You also use overloadings of make_link() and break_link() to perform index maintenance for member functions called in query or path strings.

Making and Breaking Links on Indexable Data Members

Call break_link() just before making a change to an indexable data member (this removes an entry from each relevant index), and call make_link() just after making the change (this inserts a new entry into each relevant index, indexing the object by the new value of the relevant path). You can ensure that this happens by encapsulating these calls in a member function for setting the value of the data member.

For indexes keyed by paths that go through the elements of a collection, index maintenance is performed automatically when you change the membership of a collection.

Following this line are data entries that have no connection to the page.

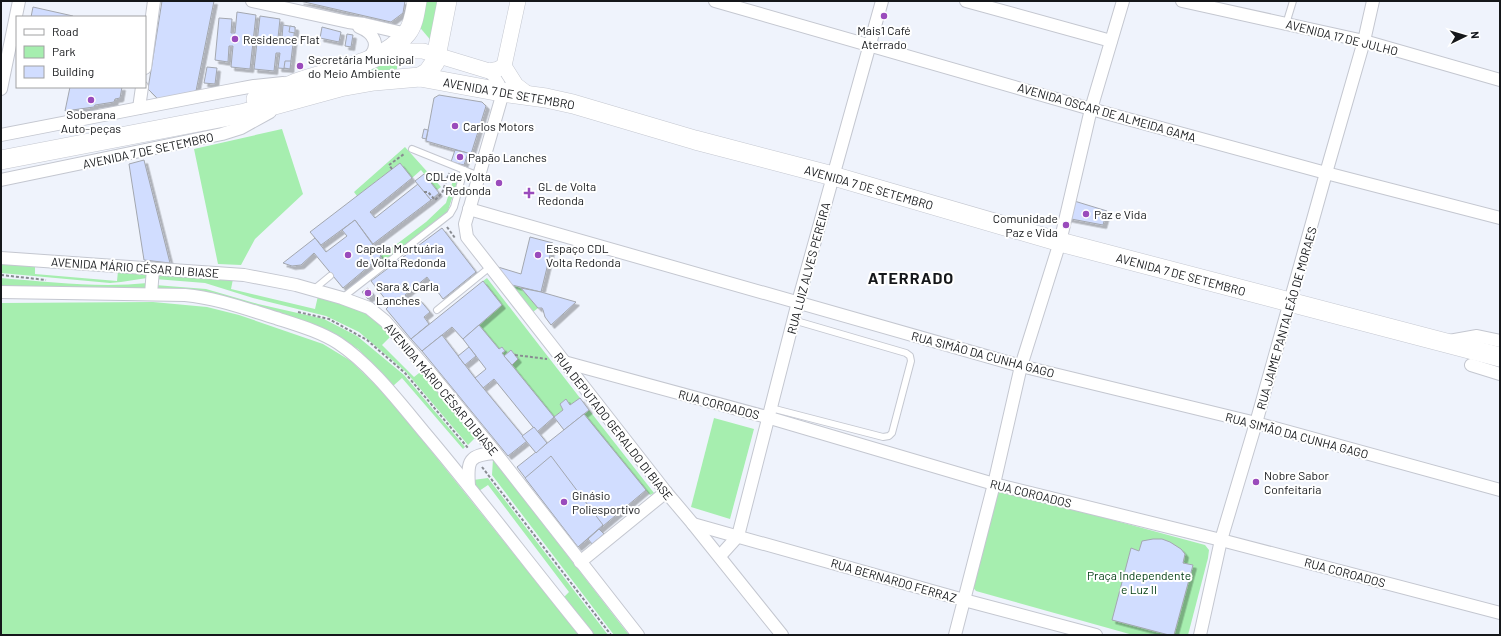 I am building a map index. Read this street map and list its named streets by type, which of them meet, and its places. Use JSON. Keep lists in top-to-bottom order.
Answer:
{
  "streets": {
    "main road": ["AVENIDA 7 DE SETEMBRO"],
    "street": [
      "AVENIDA 17 DE JULHO",
      "AVENIDA OSCAR DE ALMEIDA GAMA",
      "AVENIDA MÁRIO CÉSAR DI BIASE",
      "RUA LUIZ ALVES PEREIRA",
      "RUA JAIME PANTALEÃO DE MORAES",
      "RUA SIMÃO DA CUNHA GAGO",
      "RUA COROADOS",
      "RUA DEPUTADO GERALDO DI BIASE",
      "RUA BERNARDO FERRAZ"
    ]
  },
  "crossings": [
    ["AVENIDA 17 DE JULHO", "RUA JAIME PANTALEÃO DE MORAES"],
    ["AVENIDA 7 DE SETEMBRO", "RUA LUIZ ALVES PEREIRA"],
    ["AVENIDA 7 DE SETEMBRO", "RUA JAIME PANTALEÃO DE MORAES"],
    ["AVENIDA 7 DE SETEMBRO", "RUA DEPUTADO GERALDO DI BIASE"],
    ["AVENIDA OSCAR DE ALMEIDA GAMA", "RUA LUIZ ALVES PEREIRA"],
    ["AVENIDA OSCAR DE ALMEIDA GAMA", "RUA JAIME PANTALEÃO DE MORAES"],
    ["RUA LUIZ ALVES PEREIRA", "RUA SIMÃO DA CUNHA GAGO"],
    ["RUA LUIZ ALVES PEREIRA", "RUA COROADOS"],
    ["RUA LUIZ ALVES PEREIRA", "RUA BERNARDO FERRAZ"],
    ["RUA JAIME PANTALEÃO DE MORAES", "RUA SIMÃO DA CUNHA GAGO"],
    ["RUA JAIME PANTALEÃO DE MORAES", "RUA COROADOS"],
    ["RUA SIMÃO DA CUNHA GAGO", "RUA DEPUTADO GERALDO DI BIASE"],
    ["RUA COROADOS", "RUA DEPUTADO GERALDO DI BIASE"],
    ["RUA DEPUTADO GERALDO DI BIASE", "RUA BERNARDO FERRAZ"]
  ],
  "districts": ["ATERRADO"],
  "parks": ["Praça Independente e Luz II"],
  "places": {
    "other": [
      "Mais1 Café Aterrado",
      "Residence Flat",
      "Secretária Municipal do Meio Ambiente",
      "Soberana Auto-peças",
      "Carlos Motors",
      "Papão Lanches",
      "CDL de Volta Redonda",
      "Paz e Vida",
      "Comunidade Paz e Vida",
      "Capela Mortuária de Volta Redonda",
      "Espaço CDL Volta Redonda",
      "Sara & Carla Lanches",
      "Nobre Sabor Confeitaria",
      "Ginásio Poliesportivo"
    ],
    "health": ["GL de Volta Redonda"]
  },
  "legend": ["Road", "Park", "Building"],
  "north": "right"
} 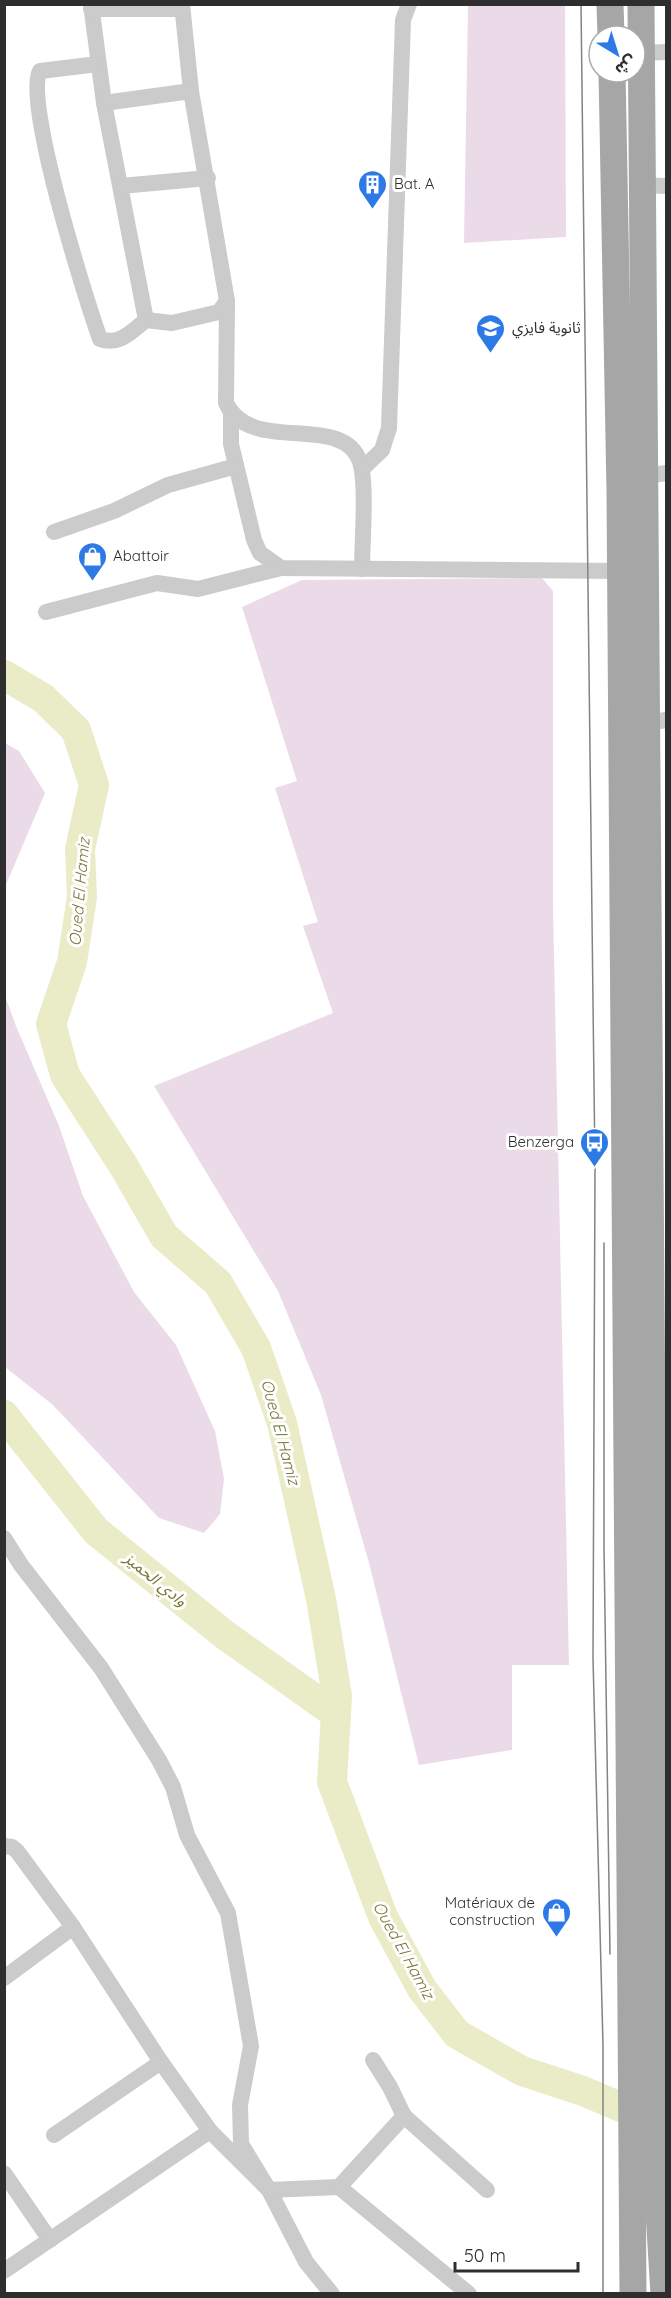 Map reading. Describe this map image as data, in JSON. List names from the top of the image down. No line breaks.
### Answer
{"water":["Oued El Hamiz","وادي الحميز"],"places":{"building":["Bat. A"],"school or university":["ثانوية فايزي"],"shop":["Abattoir","Matériaux de construction"],"bus stop":["Benzerga"]},"scale_bar":"50 m","north":"bottom right"}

Example: message class definition
For example, given the following class definition:

      #include <stddef.h>
      #include <ostore/ostore.hh>
      #include <ostore/coll.hh>
      . . . 
      class message {
            public:
                  . . . 
                  os_backptr b;
                  int id;         /* an indexable member */
                  char *subject_line;  /* a second indexable member */
                  class date {
                        public:
                              int day;
                              int month;
                              int year; 
                  } date_received;  /* a third indexable member */
                  . . . 
                  message(int id, char*subj, int dd, int mm, int yy);
                  ~message();
                  int set_id(int);
                  char *set_subject_line(char*);
                  void set_date(int dd, int mm, int yy);
      };
Example: function definitions
You should define functions for setting each data member as follows:

int message::set_id(int i) {
            b.break_link(
                  &id, 
                  &id, 
                  os_index(message,b) - os_index(message,id)
            );
            id = i;
            b.make_link(
                  &id, 
                  &id, 
                  os_index(message,b) - os_index(message,id)
            );
            return i;
} /* end set_id() definition */
char *message::set_subject_line(char *subj) {
            b.break_link(
                  &subject_line, 
                  &subject_line, 
                  os_index(message,b) - os_index(message,subject_line)
            );
            if (strlen(subj) < 500)
                  strcpy(subject_line, subj);
            else
                  error("string too long");
            b.make_link(
                  &subject_line, 
                  &subject_line, 
                  os_index(message,b) - os_index(message,subject_line)
            );
            return subj;
} /* end set_subject_line() definition*/
void message::set_date(int dd, int mm, int yy) {
            b.break_link(
                  &date_received, 
                  &date_received, 
                  os_index(message,b) - os_index(message,date_received)
            );
            date_received.day = dd;
            date_received.month = mm;
            date_received.year = yy;
            b.make_link(
                  &date_received, 
                  &date_received, 
                  os_index(message,b) - os_index(message,date_received)
            );
} /* end set_date() definition */
Note that because the values of date_received are instances of a user-defined class, date, this example assumes that you have defined and registered a rank function (and possibly a hash function) for the class date. See the examples in Supplying Rank and Hash Functions.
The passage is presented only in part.